Driving in the winter can be tricky for a number of reasons. No one likes brushing snow or scraping ice off their windows, windshields fog up or crack—and this is all after taking the time to winterize your car before the season even started.
Plus, the roads may not be in the greatest condition after a winter storm. And that’s where salt comes in. While crucial for making it safer (or in some cases, possible) to drive at this time of year, the salt put on the roads can do a number on your vehicle. Here are a few ways to minimize the harm.
What kind of salt is used on roads?
There are three different types of road salt (vacuum, rock and sea), which are typically one component of four different formulations of the stuff that’s put on the roads: sodium chloride, magnesium chloride, calcium chloride and potassium chloride. (You can read more about all of this here.)
Plus, in some areas, a salt brine is put down on the roads before the winter weather even hits: great for safety, but particularly bad for your car. If you want to learn more about the science of why salt is put on roads in the winter, read this article from Jalopnik.
What does salt do to cars?
For a brief overview of how road salt is likely harming your vehicle, we’re going to turn it over to Chris Jenak, a mechanic at Glastonbury Oil and Service in Connecticut, who recently spoke with News 8 on this very topic:
“Back in the day, when we used salt and sand, you had rust and you had corrosion, but it seems like within the past 10+ years, with this calcium chloride, everything is rotting out on vehicles…Rotted brake lines, rotted fuel lines…fuel pumps…some frames rotting out. Anything that has a metal composite to it, this chemical just gets on, and just eats and rots it, and corrodes away.”
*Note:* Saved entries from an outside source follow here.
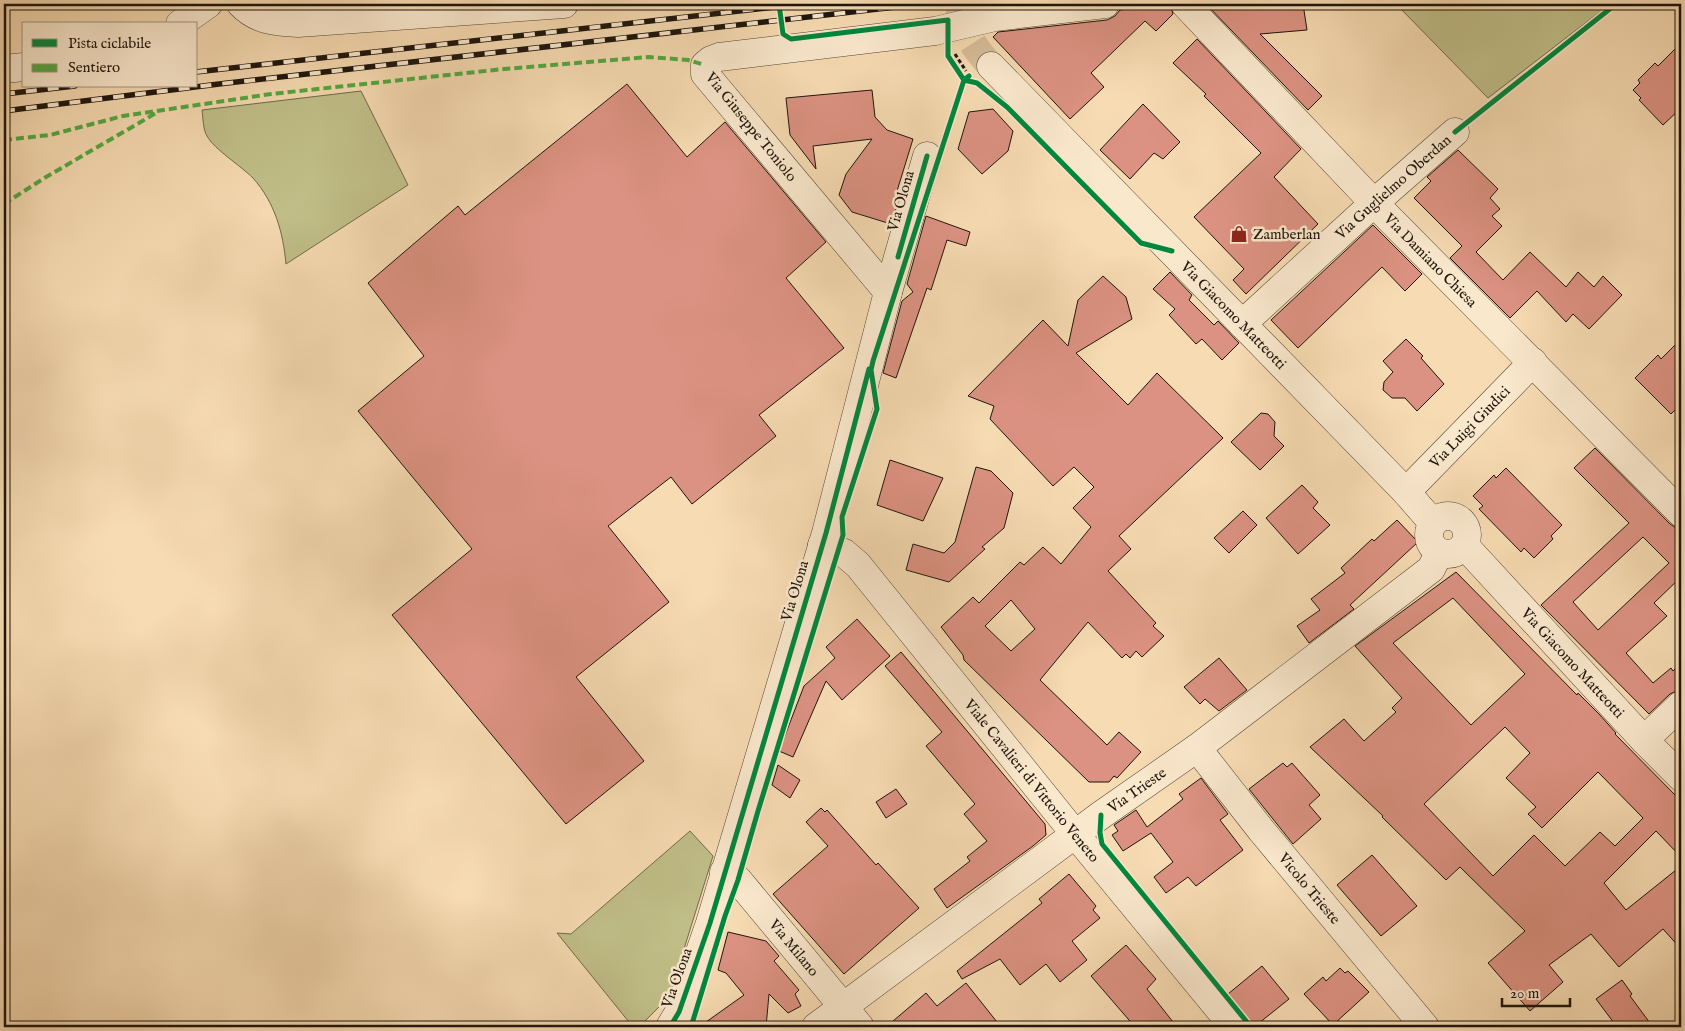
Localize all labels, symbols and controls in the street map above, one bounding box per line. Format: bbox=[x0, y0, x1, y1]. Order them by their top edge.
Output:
legend bbox=[22, 22, 198, 88]
text: Pista ciclabile bbox=[68, 34, 151, 53]
text: Sentiero bbox=[68, 58, 120, 77]
street label: Via Giuseppe Toniolo bbox=[700, 68, 801, 186]
street label: Via Guglielmo Oberdan bbox=[1330, 130, 1455, 244]
street label: Via Olona bbox=[883, 168, 919, 235]
street label: Via Damiano Chiesa bbox=[1379, 208, 1482, 312]
shop icon: Zamberlan bbox=[1229, 224, 1249, 244]
place label: Zamberlan bbox=[1253, 225, 1321, 244]
street label: Via Giacomo Matteotti bbox=[1176, 256, 1291, 373]
street label: Via Luigi Giudici bbox=[1425, 382, 1514, 473]
street label: Via Olona bbox=[776, 558, 813, 625]
street label: Via Giacomo Matteotti bbox=[1516, 603, 1629, 722]
street label: Viale Cavalieri di Vittorio Veneto bbox=[960, 694, 1104, 866]
street label: Via Trieste bbox=[1103, 763, 1170, 817]
street label: Vicolo Trieste bbox=[1274, 848, 1345, 928]
street label: Via Milano bbox=[764, 914, 823, 980]
street label: Via Olona bbox=[657, 945, 697, 1012]
scale bar bbox=[1502, 976, 1570, 1008]
text: 20 m bbox=[1510, 984, 1540, 1003]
This includes parts like the:
- Exhaust system
- Coil springs
- Hydraulic brake system
Now, back to Jenak for a breakdown on what this has to do with rust:
“It’s a combination of normal rusting of every vehicle because every car rusts. But this calcium chloride just basically puts the corrosion level and corrosion factor into overdrive. It’s a moisture activated chemical, so even when the winter is over, you get a nice, rainy day in the summer or a moist dewy day, it activates the chemical. It continues to sit there and react and eat away at all the metal.”
How to protect your car from salt damage
While different salt formulations may cause damage faster than others, these general tips from DMV.org are your best bet regardless of the type that’s used in your area:
- Wax your vehicle every year, right before winter weather begins.
- Get the salt off your car ASAP after driving through it. (Even if you’re someone who prefers to wash your car yourself, this is a good excuse for a trip to the car wash.)
- Don’t skip the undercarriage. Whether washing your car yourself or picking a car wash, make sure there’s a way to spray off the bottom/underneath part of the car.
- Consider pre-treating the undercarriage. This is something some auto body shops offer.
- Do a pre-winter check of the vehicle. Either slide under the car yourself (if you know what you’re doing) or have a professional do it. The aim is to spot any potential weak or rusting parts and take care of them before the winter road salt does.
- Stay away from puddles and plow trucks. This is good winter driving advice in general (you never know how deep that puddle is going to be), but also helpful in terms of salt. Puddles tend to have a lot of salt in them, and while it may seem safer, driving directly behind (or close to) a plow/salt truck positions your vehicle for maximum salt exposure.